One of the trends in CRM over the past decade has been self-service—putting more capability in the hands of customers so they can take care of their own needs. Every software update or new product, it seems, produces more ways to let customers explore their own curiosities, solve their own problems, and—increasingly—make their own buying choices.
I have always been generally in favor of self-serve commerce. Not just e-commerce, mind you; everything from grocery shopping to selecting options on a new car can and often should be under the buyer's control, with little interference from salespeople. My reason? Annoyance. I don't want to be bothered by anybody unless I need help. Nor do I want to be influenced or "sold" unless I'm in real need of guidance.
Although not uncommon, I'm afraid this sales-free outlook on sales doesn't fit in well with the CRM (sales, marketing, and customer service) story. Everything I said above is true enough, but it's also true that CRM is built to drive sales, and there will always be salespeople responsible for that aspect of business.
Now, if you've been reading this column for any length of time, you'll know that I have something of a prejudice against salespeople and the art of the deal. I have said controversial and unflattering things about salespeople, which added an interesting layer to every feature article I wrote about sales techniques and technology, let me tell you. While I'm not taking any of it back, I understand and appreciate the value that good sellers can bring to a situation. Many products aren't (and can't be) sold without salespeople.
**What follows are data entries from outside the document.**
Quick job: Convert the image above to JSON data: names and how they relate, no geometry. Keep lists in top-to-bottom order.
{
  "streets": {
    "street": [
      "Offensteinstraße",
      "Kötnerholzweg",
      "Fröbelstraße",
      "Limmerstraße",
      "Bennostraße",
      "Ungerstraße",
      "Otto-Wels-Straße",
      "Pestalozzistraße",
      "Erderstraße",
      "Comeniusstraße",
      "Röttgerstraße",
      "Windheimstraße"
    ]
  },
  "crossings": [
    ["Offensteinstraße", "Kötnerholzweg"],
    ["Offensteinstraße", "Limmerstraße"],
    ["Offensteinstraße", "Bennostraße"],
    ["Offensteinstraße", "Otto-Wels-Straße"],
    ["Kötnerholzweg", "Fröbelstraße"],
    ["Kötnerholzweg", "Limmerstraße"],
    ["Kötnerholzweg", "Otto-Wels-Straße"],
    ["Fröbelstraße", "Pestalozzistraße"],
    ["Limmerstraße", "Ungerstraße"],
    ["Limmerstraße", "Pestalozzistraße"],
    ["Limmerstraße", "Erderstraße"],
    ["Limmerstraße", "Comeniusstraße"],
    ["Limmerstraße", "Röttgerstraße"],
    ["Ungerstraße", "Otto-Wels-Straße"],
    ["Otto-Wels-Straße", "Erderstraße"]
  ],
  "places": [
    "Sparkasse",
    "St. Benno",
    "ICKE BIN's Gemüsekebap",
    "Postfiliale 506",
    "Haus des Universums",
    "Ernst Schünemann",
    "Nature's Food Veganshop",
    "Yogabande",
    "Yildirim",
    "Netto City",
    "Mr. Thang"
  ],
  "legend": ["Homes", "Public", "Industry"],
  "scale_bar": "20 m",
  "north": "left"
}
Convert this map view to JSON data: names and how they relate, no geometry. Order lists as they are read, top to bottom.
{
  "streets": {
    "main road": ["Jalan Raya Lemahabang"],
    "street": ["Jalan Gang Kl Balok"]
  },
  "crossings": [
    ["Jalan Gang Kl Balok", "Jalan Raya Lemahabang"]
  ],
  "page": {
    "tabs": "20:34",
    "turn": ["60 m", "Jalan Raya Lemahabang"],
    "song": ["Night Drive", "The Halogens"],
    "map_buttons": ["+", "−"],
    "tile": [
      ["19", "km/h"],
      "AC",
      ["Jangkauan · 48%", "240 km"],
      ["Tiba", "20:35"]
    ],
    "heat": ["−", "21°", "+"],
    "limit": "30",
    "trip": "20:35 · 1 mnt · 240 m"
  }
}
Just ask a salesperson. (Sorry, I couldn't resist.)
The prejudice I hold against salespeople (mostly the bad ones) isn't solely my own. Most non-CRM people refer to help at or near the point of sale as customer service. This view is compounded by the way customer service agents are often required to serve as sales assets, cross-selling and upselling customers who reach them in the contact center. Many agents are better sellers than actual salespeople, because they're skilled at listening to complaints and needs and doing what they can to satisfy them—and if that's best done by selling the customer something, then it might not seem to the customer like selling at all.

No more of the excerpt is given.